__What you should do__: For the records below, print the lines from the line with "font-size:38px; font-weight:700; line-height:60px" through the line with "min-width:88px; font-weight:700; text-align:center" exactly as written; include both end lines and exclude the rest.

━━━ Task data

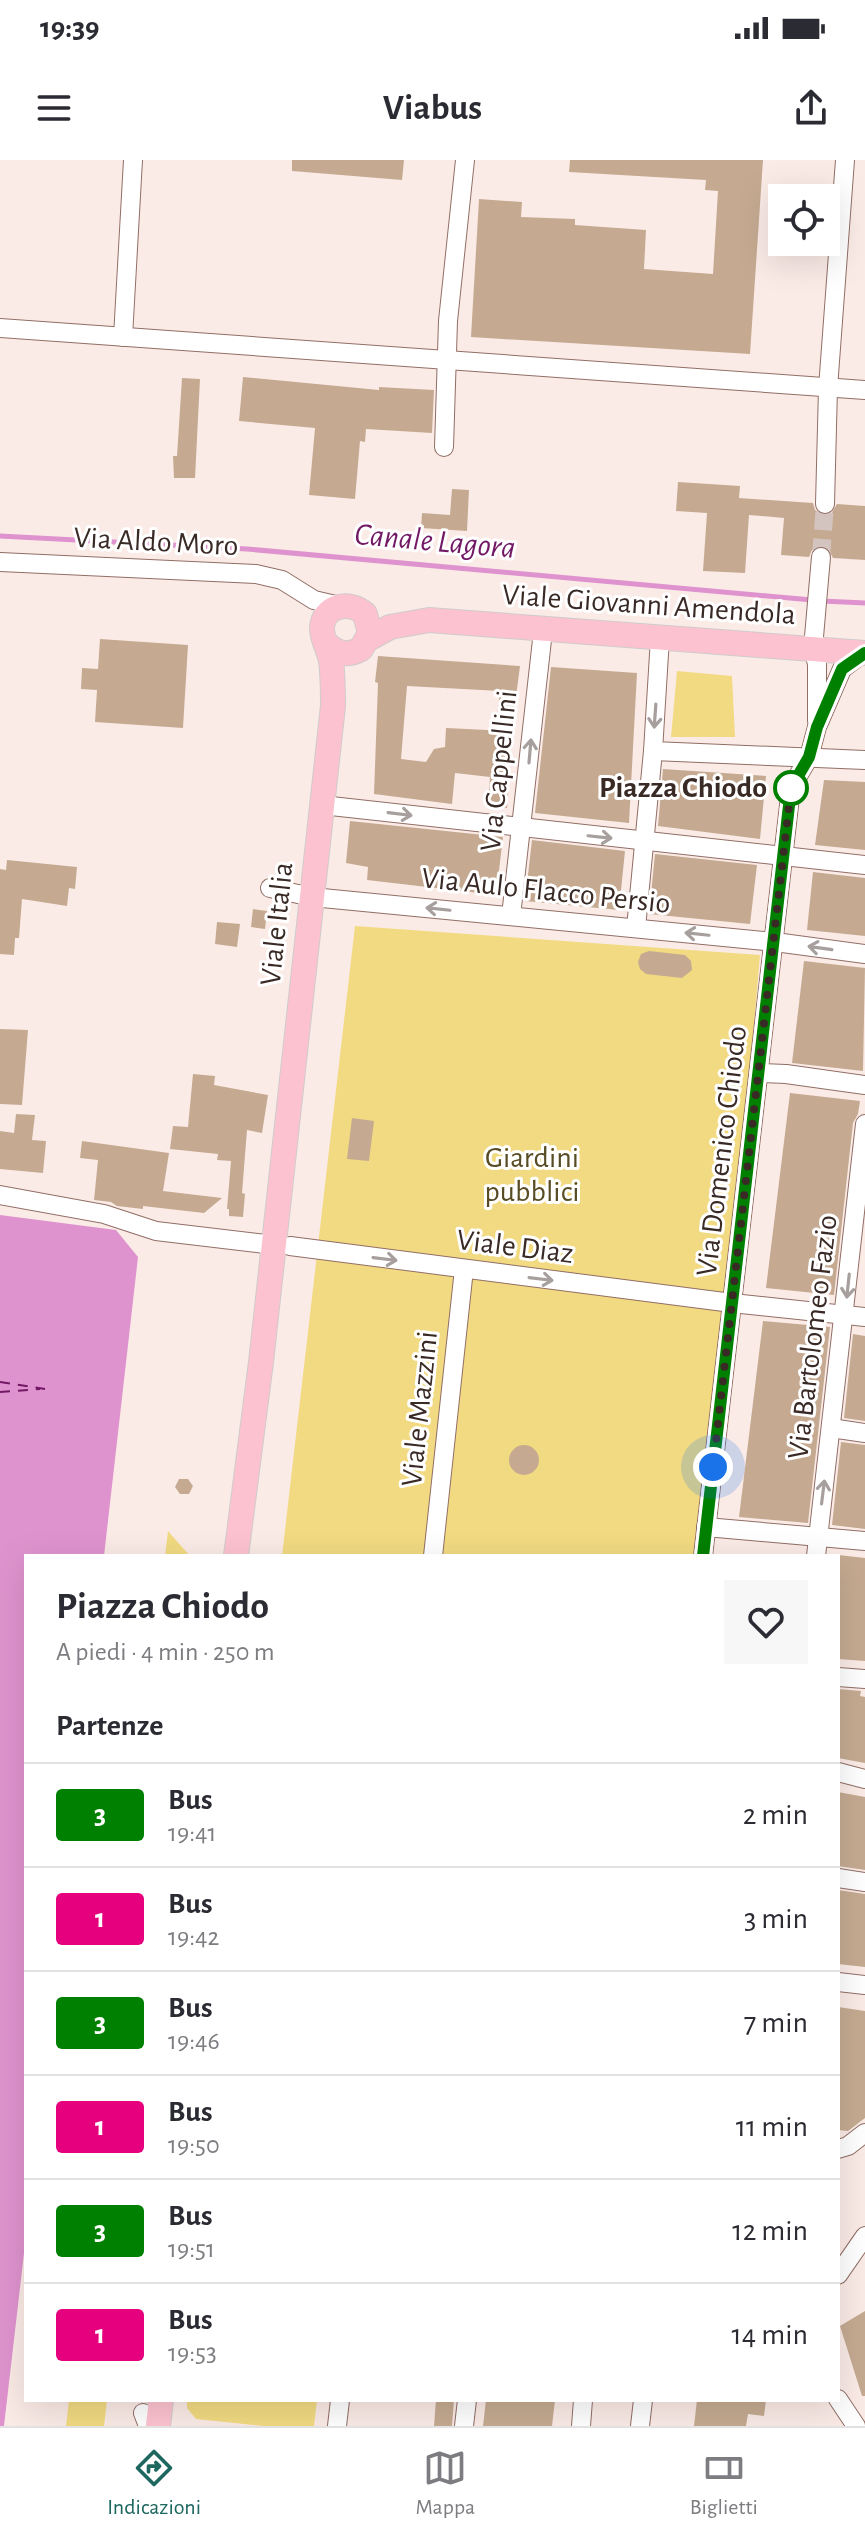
<!DOCTYPE html>
<html lang="it">
<head>
<meta charset="utf-8">
<style>
  body { margin:0; font-family:"Alegreya Sans",sans-serif; background:#f7f7f7; color:#2b2b33; height:100vh; display:flex; flex-direction:column; font-size:30px; white-space:nowrap }
  * { box-sizing:border-box; margin:0 }
  p { font-size:26px; color:#7c7c81 }
  .icon { flex:none; width:44px; height:44px; fill:none; stroke:currentColor; stroke-width:2; stroke-linecap:round; stroke-linejoin:round }
  .map { position:relative; flex:1; overflow:hidden }
  .details { position:absolute; left:24px; top:1394px; width:816px; height:848px; display:flex; flex-direction:column; background:#fff; border-radius:0px; box-shadow:0 8px 32px #0002 }
  .details>* { flex:none }
  .badge { padding:0 16px; border-radius:6px; font-size:28px; line-height:52px }
  .controls { position:absolute; left:768px; top:24px; display:grid; gap:16px }
  .controls a { display:grid; place-items:center; width:72px; height:72px; border-radius:0px; background:#fff; box-shadow:0 8px 32px #0002; font-size:40px }
  .you { position:absolute; width:40px; height:40px; margin:-20px; border:6px solid #fff; border-radius:50%; background:#1a73e8; box-shadow:0 0 0 12px #1a73e833 }
  .map>.badge { position:absolute; translate:-50% -50%; box-shadow:0 0 0 4px #fff }
  h2 { padding:0 32px; font-size:30px; line-height:72px }
  .round { display:grid; place-items:center; flex:none; width:84px; height:84px; border-radius:0px; background:#f7f7f7 }
  .summary { display:flex; align-items:center; justify-content:space-between; height:136px; padding:0 32px }
  h1 { font-size:38px; font-weight:700; line-height:60px }
  ul { padding:0; list-style:none }
  li { display:flex; align-items:center; gap:24px; height:104px; padding:0 32px; border-top:2px solid #e1e1e2 }
  li div { flex:1 }
  li b { display:block; font-size:30px }
  li em { font-style:normal }
  li .badge { min-width:88px; font-weight:700; text-align:center }
  .status { display:flex; justify-content:space-between; align-items:center; height:56px; padding:0 40px; background:#fff; direction:ltr }
  .status svg { height:22px; fill:currentColor }
  header { display:flex; justify-content:space-between; align-items:center; height:104px; padding:0 32px; background:#fff; font-size:36px; font-weight:700 }
  .tabs { display:flex; justify-content:space-around; align-items:center; height:112px; border-top:2px solid #e1e1e2; background:#fff; font-size:22px; color:#7c7c81 }
  .tabs a { display:grid; justify-items:center; gap:4px }
  .tabs .active { color:#1c675f }
  .map>svg:first-child { display:block }
  .green { fill:#f2da82 }
  .water { fill:#df93ce }
  .lines { fill:none; stroke-linecap:round; stroke-linejoin:round }
  .stream { stroke:#df93ce; stroke-width:5 }
  .ferry { stroke:#721965; stroke-width:2; stroke-dasharray:10 8; stroke-linecap:butt }
  .building { fill:#c5aa91 }
  .minor-tunnel { stroke:#d4c4c0; stroke-width:18; stroke-dasharray:18 9; stroke-linecap:butt }
  .minor-casing { stroke:#916e65; stroke-width:20 }
  .major-casing { stroke:#cfcccb; stroke-width:26 }
  .minor { stroke:#fff; stroke-width:18 }
  .major { stroke:#fdc2d0; stroke-width:24 }
  .oneway { stroke:#a69f9d }
  .line-casing { stroke:#fff; stroke-width:18 }
  .line { stroke:#008000; stroke-width:12 }
  .walk { stroke:#392a26; stroke-width:8; stroke-dasharray:0 14.4 }
  .stop-dot { fill:#fff; stroke:#008000; stroke-width:4 }
  .labels { text-anchor:middle; dominant-baseline:central; stroke-width:6; stroke-linejoin:round; paint-order:stroke }
  .street-label { font-size:30px; fill:#392a26; stroke:#fff }
  .stop-label { font-size:30px; font-weight:bold; fill:#392a26; stroke:#fff; text-anchor:end }
  .park-label { font-size:30px; fill:#574c24; stroke:#fff }
  .water-label { font-size:32px; font-style:italic; fill:#721965; stroke:#fff }
</style>
</head>
<body>
<div class="status"><b>19:39</b><svg viewBox="0 0 49 12"><path d="M0 12V9h3v3zM5 12V6h3v6zM10 12V3h3v9zM15 12V0h3v12zM26 1h20v11H26zM47 4h2v5h-2z"/></svg></div>
<header><svg class="icon" aria-label="menu" viewBox="0 0 24 24"><path d="M4 6h16M4 12h16M4 18h16"/></svg>Viabus<svg class="icon" aria-label="share" viewBox="0 0 24 24"><path d="M12 15V3M7 8l5-5 5 5M5 13v7h14v-7"/></svg></header>
<div class="map">
<svg width="865" height="2266" viewBox="0 0 865 2266">
  <rect width="100%" height="100%" fill="#fbebe7"/>
  <!-- green -->
  <g class="green">
    <polygon points="677,511 732,516 735,577 671,577"/>
    <polygon points="355,766 760,795 749,924 694,1396 282,1396"/>
    <polygon points="168,1371 190,1396 165,1396"/>
    <polygon points="69,2240 107,2240 104,2266 66,2266"/>
    <polygon points="187,2240 317,2240 314,2266 263,2266 196,2259 187,2248"/>
  </g>
  <!-- water -->
  <polygon class="water" points="0,1055 116,1070 138,1097 104,1396 26,1396 26,2076 4,2266 0,2266"/>
  <g class="lines">
    <!-- stream -->
    <g class="stream">
      <polyline points="0,376 247,389 812,440"/>
      <polyline points="822,441 865,443"/>
    </g>
    <!-- ferry -->
    <g class="ferry">
      <polyline points="0,1222 45,1229"/>
      <polyline points="0,1232 40,1229"/>
    </g>
  </g>
  <!-- building -->
  <g class="building">
    <polygon points="292,0 404,0 402,20 292,11"/>
    <polygon points="570,0 763,0 750,194 471,177 479,39 522,42 521,57 575,59 575,65 646,70 644,109 713,114 718,31 705,30 706,20 569,12"/>
    <polygon points="243,217 379,230 379,227 434,230 432,273 366,269 365,282 360,281 355,339 309,335 315,268 239,261"/>
    <polygon points="182,218 200,219 195,318 174,318 173,296 177,296"/>
    <polygon points="678,322 740,326 739,338 813,343 815,350 824,356 831,354 837,344 865,346 865,400 833,398 828,388 821,385 812,390 809,397 781,395 784,358 749,355 745,413 703,411 707,353 676,351"/>
    <polygon points="452,329 469,330 467,371 421,368 422,353 450,355"/>
    <polygon points="100,479 188,485 183,568 95,562 97,530 81,529 82,508 98,509"/>
    <polygon points="378,496 520,506 512,567 496,565 500,531 407,526 401,599 426,602 434,589 445,587 446,568 508,571 507,608 510,608 507,648 488,647 490,617 455,613 452,644 374,634 378,523 375,522"/>
    <polygon points="551,507 637,513 629,663 535,653"/>
    <polygon points="663,609 766,616 760,679 658,666"/>
    <polygon points="824,620 865,622 865,690 815,685"/>
    <polygon points="350,661 503,677 496,735 367,720 368,707 346,703"/>
    <polygon points="532,680 625,691 619,750 525,741"/>
    <polygon points="655,694 757,705 750,764 649,754"/>
    <polygon points="7,700 77,707 75,729 69,728 67,746 22,739 19,778 15,778 14,795 0,794 0,709 6,710"/>
    <polygon points="813,712 865,718 865,776 807,770"/>
    <polygon points="253,749 267,751 265,769 251,767"/>
    <polygon points="217,762 240,764 237,787 215,784"/>
    <polygon points="649,791 685,795 691,801 692,810 682,818 646,814 640,809 638,802 641,794"/>
    <polygon points="804,801 865,808 863,911 792,903"/>
    <polygon points="0,869 28,870 22,945 0,944"/>
    <polygon points="193,914 215,916 214,925 268,935 262,973 247,970 242,1033 245,1034 243,1057 229,1056 229,1049 227,1049 231,1001 217,1000 218,994 170,989 173,966 188,967"/>
    <polygon points="790,933 860,941 858,954 853,963 834,1135 766,1128"/>
    <polygon points="16,954 35,955 32,980 46,981 43,1013 0,1009 0,971 14,973"/>
    <polygon points="352,958 374,961 369,1001 347,999"/>
    <polygon points="82,981 169,993 163,1031 222,1038 204,1053 143,1046 143,1049 117,1046 111,1042 94,1040 98,1000 80,998"/>
    <polygon points="763,1161 830,1167 808,1363 739,1357"/>
    <polygon points="853,1174 865,1176 865,1261 844,1258"/>
    <polygon points="841,1282 865,1285 865,1369 832,1365"/>
    <circle cx="524" cy="1300" r="15"/>
    <polygon points="179,1319 188,1319 193,1326 189,1334 180,1334 175,1327"/>
    <polygon points="838,1395 865,1398 865,1501 838,1499"/>
    <polygon points="838,1529 861,1531 860,1536 865,1537 865,1603 838,1598"/>
    <polygon points="838,1632 865,1637 865,1710 838,1706"/>
    <polygon points="838,1730 865,1734 865,1807 838,1804"/>
    <polygon points="838,1847 865,1851 865,1958 848,1971 838,1970"/>
    <polygon points="865,2151 865,2236 862,2236 840,2166"/>
    <polygon points="436,2240 454,2240 452,2266 434,2266"/>
    <polygon points="486,2240 555,2240 552,2266 483,2266"/>
    <polygon points="697,2240 766,2240 764,2256 748,2254 746,2266 694,2266"/>
  </g>
  <g class="lines">
    <!-- minor-tunnel -->
    <polyline class="minor-tunnel" points="821,397 825,344"/>
    <!-- minor casing -->
    <g class="minor-casing">
      <g id="minor">
        <polyline points="0,168 865,230"/>
        <polyline points="123,177 133,0"/>
        <polyline points="444,287 448,161 465,0"/>
        <polyline points="825,344 828,228 845,0"/>
        <polyline points="0,402 256,414 282,420 314,440 340,446"/>
        <polyline points="660,478 653,591 865,600"/>
        <polyline points="817,561 817,504 813,488 821,397"/>
        <polyline points="322,645 865,705"/>
        <polyline points="270,728 312,737 775,782 865,794"/>
        <polyline points="511,756 543,471"/>
        <polyline points="636,768 653,591"/>
        <polyline points="759,913 786,914 865,925"/>
        <polyline points="0,1035 104,1054 156,1071 274,1085"/>
        <polyline points="290,1086 732,1143 865,1157"/>
        <polyline points="831,1268 865,1273"/>
        <polyline points="706,1367 865,1381"/>
        <polyline points="433,1396 464,1109"/>
        <polyline points="703,1396 791,628 809,597 817,567 842,509 863,493"/>
        <polyline points="816,1396 865,964"/>
        <polyline points="838,1517 865,1519"/>
        <polyline points="838,1612 865,1619"/>
        <polyline points="838,1718 865,1722"/>
        <polyline points="838,1822 865,1825"/>
        <polyline points="838,1989 848,1986 865,1973"/>
        <polyline points="838,2115 865,2076"/>
        <polyline points="838,2239 856,2266"/>
        <polyline points="143,2253 148,2266"/>
        <polyline points="337,2266 340,2240"/>
        <polyline points="464,2266 467,2240"/>
        <polyline points="581,2266 583,2240"/>
        <polyline points="640,2266 643,2240"/>
      </g>
    </g>
    <!-- major casing -->
    <g class="major-casing">
      <g id="major">
        <polyline points="368,479 390,467 429,460 865,493"/>
        <path d="M236,1396L261,1202L333,546C333,531 333,516 331,501C329,490 322,479 322,469C322,445 350,440 365,454L370,473L361,489C348,496 337,494 327,484"/>
        <polyline points="158,2266 161,2240"/>
      </g>
    </g>
    <!-- minor -->
    <use href="#minor" class="minor"/>
    <!-- major -->
    <use href="#major" class="major"/>
  </g>
  <!-- one-way arrows -->
  <defs><path id="oneway-shaft" d="M-6 0H5M1.5-3L5.5 0L1.5 3" fill="none" stroke-width="1.6" stroke-linecap="round" stroke-linejoin="round" transform="scale(2)"/></defs>
  <g class="oneway">
    <use href="#oneway-shaft" transform="translate(655 556) rotate(94)"/>
    <use href="#oneway-shaft" transform="translate(530 591) rotate(-85)"/>
    <use href="#oneway-shaft" transform="translate(400 654) rotate(7)"/>
    <use href="#oneway-shaft" transform="translate(600 677) rotate(6)"/>
    <use href="#oneway-shaft" transform="translate(438 749) rotate(-174)"/>
    <use href="#oneway-shaft" transform="translate(697 774) rotate(-174)"/>
    <use href="#oneway-shaft" transform="translate(820 788) rotate(-172)"/>
    <use href="#oneway-shaft" transform="translate(385 1099) rotate(7)"/>
    <use href="#oneway-shaft" transform="translate(541 1119) rotate(7)"/>
    <use href="#oneway-shaft" transform="translate(848 1126) rotate(96)"/>
    <use href="#oneway-shaft" transform="translate(823 1332) rotate(-83)"/>
  </g>
  <g class="lines">
    <!-- line casing -->
    <g class="line-casing">
      <polyline id="line" points="703,1396 791,628 809,597 817,567 842,509 865,493"/>
    </g>
    <!-- line -->
    <use href="#line" class="line"/>
    <!-- walk -->
    <polyline class="walk" points="713,1307 791,628"/>
  </g>
  <!-- markers -->
  <circle class="stop-dot" cx="791" cy="628" r="16"/>
  <g class="labels">
    <!-- street labels -->
    <g class="street-label">
      <text transform="translate(156 382) rotate(3)">Via Aldo Moro</text>
      <text transform="translate(649 445) rotate(4)">Viale Giovanni Amendola</text>
      <text transform="translate(499 611) rotate(-84)">Via Cappellini</text>
      <text transform="translate(546 731) rotate(6)">Via Aulo Flacco Persio</text>
      <text transform="translate(277 764) rotate(-84)">Viale Italia</text>
      <text transform="translate(722 991) rotate(-83)">Via Domenico Chiodo</text>
      <text transform="translate(515 1087) rotate(7)">Viale Diaz</text>
      <text transform="translate(813 1177) rotate(-83)">Via Bartolomeo Fazio</text>
      <text transform="translate(420 1249) rotate(-84)">Viale Mazzini</text>
    </g>
    <!-- stop labels -->
    <g class="stop-label">
      <text x="767" y="628">Piazza Chiodo</text>
    </g>
    <!-- park labels -->
    <g class="park-label">
      <text x="532" y="998">Giardini<tspan x="532" dy="34">pubblici</tspan></text>
    </g>
    <!-- water labels -->
    <g class="water-label">
      <text transform="translate(435 381) rotate(5)">Canale Lagora</text>
    </g>
  </g>
</svg>
<div class="controls">
<a><svg class="icon" aria-label="locate" viewBox="0 0 24 24"><circle cx="12" cy="12" r="6"/><path d="M12 2v4M12 18v4M2 12h4M18 12h4"/></svg></a>
</div>
<div class="you" style="left:713px;top:1307px"></div>
<section class="details">
<div class="summary"><div><h1>Piazza Chiodo</h1><p>A piedi · 4 min · 250 m</p></div><a class="round"><svg class="icon" aria-label="heart" viewBox="0 0 24 24"><path d="M12 20l-8-8c-3-5 5-10 8-4 3-6 11-1 8 4z"/></svg></a></div>
<h2>Partenze</h2>
<ul>
<li><span class="badge" style="background:#008000;color:#fff">3</span><div><b>Bus</b><p>19:41</p></div><em>2 min</em></li>
<li><span class="badge" style="background:#e6007e;color:#fff">1</span><div><b>Bus</b><p>19:42</p></div><em>3 min</em></li>
<li><span class="badge" style="background:#008000;color:#fff">3</span><div><b>Bus</b><p>19:46</p></div><em>7 min</em></li>
<li><span class="badge" style="background:#e6007e;color:#fff">1</span><div><b>Bus</b><p>19:50</p></div><em>11 min</em></li>
<li><span class="badge" style="background:#008000;color:#fff">3</span><div><b>Bus</b><p>19:51</p></div><em>12 min</em></li>
<li><span class="badge" style="background:#e6007e;color:#fff">1</span><div><b>Bus</b><p>19:53</p></div><em>14 min</em></li>
</ul>
</section>
</div>
<nav class="tabs">
<a class="active"><svg class="icon" aria-label="directions" viewBox="0 0 24 24"><path d="M12 3l9 9-9 9-9-9zM9 14v-3h6M13 9l2 2-2 2"/></svg>Indicazioni</a>
<a><svg class="icon" aria-label="map" viewBox="0 0 24 24"><path d="M3 6l6-2 6 2 6-2v14l-6 2-6-2-6 2zM9 4v14M15 6v14"/></svg>Mappa</a>
<a><svg class="icon" aria-label="tickets" viewBox="0 0 24 24"><path d="M3 7h18v10H3zM15 7v10"/></svg>Biglietti</a>
</nav>
</body>
</html>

━━━━━━

__Solution below__:
  h1 { font-size:38px; font-weight:700; line-height:60px }
  ul { padding:0; list-style:none }
  li { display:flex; align-items:center; gap:24px; height:104px; padding:0 32px; border-top:2px solid #e1e1e2 }
  li div { flex:1 }
  li b { display:block; font-size:30px }
  li em { font-style:normal }
  li .badge { min-width:88px; font-weight:700; text-align:center }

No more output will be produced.